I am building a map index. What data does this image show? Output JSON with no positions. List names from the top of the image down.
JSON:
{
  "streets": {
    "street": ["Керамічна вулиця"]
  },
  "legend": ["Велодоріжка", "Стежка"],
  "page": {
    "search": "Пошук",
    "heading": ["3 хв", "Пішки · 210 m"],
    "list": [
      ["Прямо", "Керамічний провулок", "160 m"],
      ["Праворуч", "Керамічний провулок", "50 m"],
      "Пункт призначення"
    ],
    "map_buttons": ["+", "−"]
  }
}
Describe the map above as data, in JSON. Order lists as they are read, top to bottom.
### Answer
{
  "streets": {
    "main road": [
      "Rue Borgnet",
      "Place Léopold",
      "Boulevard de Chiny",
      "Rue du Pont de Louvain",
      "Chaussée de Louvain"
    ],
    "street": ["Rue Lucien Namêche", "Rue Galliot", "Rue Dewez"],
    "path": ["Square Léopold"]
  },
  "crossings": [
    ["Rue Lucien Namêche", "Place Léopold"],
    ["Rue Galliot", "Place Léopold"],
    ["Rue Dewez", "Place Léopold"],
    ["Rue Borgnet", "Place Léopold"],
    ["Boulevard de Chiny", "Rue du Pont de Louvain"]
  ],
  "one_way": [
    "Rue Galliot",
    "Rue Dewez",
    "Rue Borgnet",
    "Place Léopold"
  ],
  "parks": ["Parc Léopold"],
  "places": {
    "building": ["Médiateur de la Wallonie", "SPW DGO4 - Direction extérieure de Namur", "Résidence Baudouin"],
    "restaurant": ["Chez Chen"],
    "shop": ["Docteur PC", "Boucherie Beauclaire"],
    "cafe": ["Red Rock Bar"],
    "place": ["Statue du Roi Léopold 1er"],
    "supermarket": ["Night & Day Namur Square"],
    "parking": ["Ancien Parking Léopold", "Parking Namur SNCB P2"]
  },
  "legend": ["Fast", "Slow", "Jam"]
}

• _Your objective_:
Search the records for lines holding the word "Pont", then copy each line you find.

• _Task response_:
      "Rue du Pont de Louvain",
    ["Boulevard de Chiny", "Rue du Pont de Louvain"]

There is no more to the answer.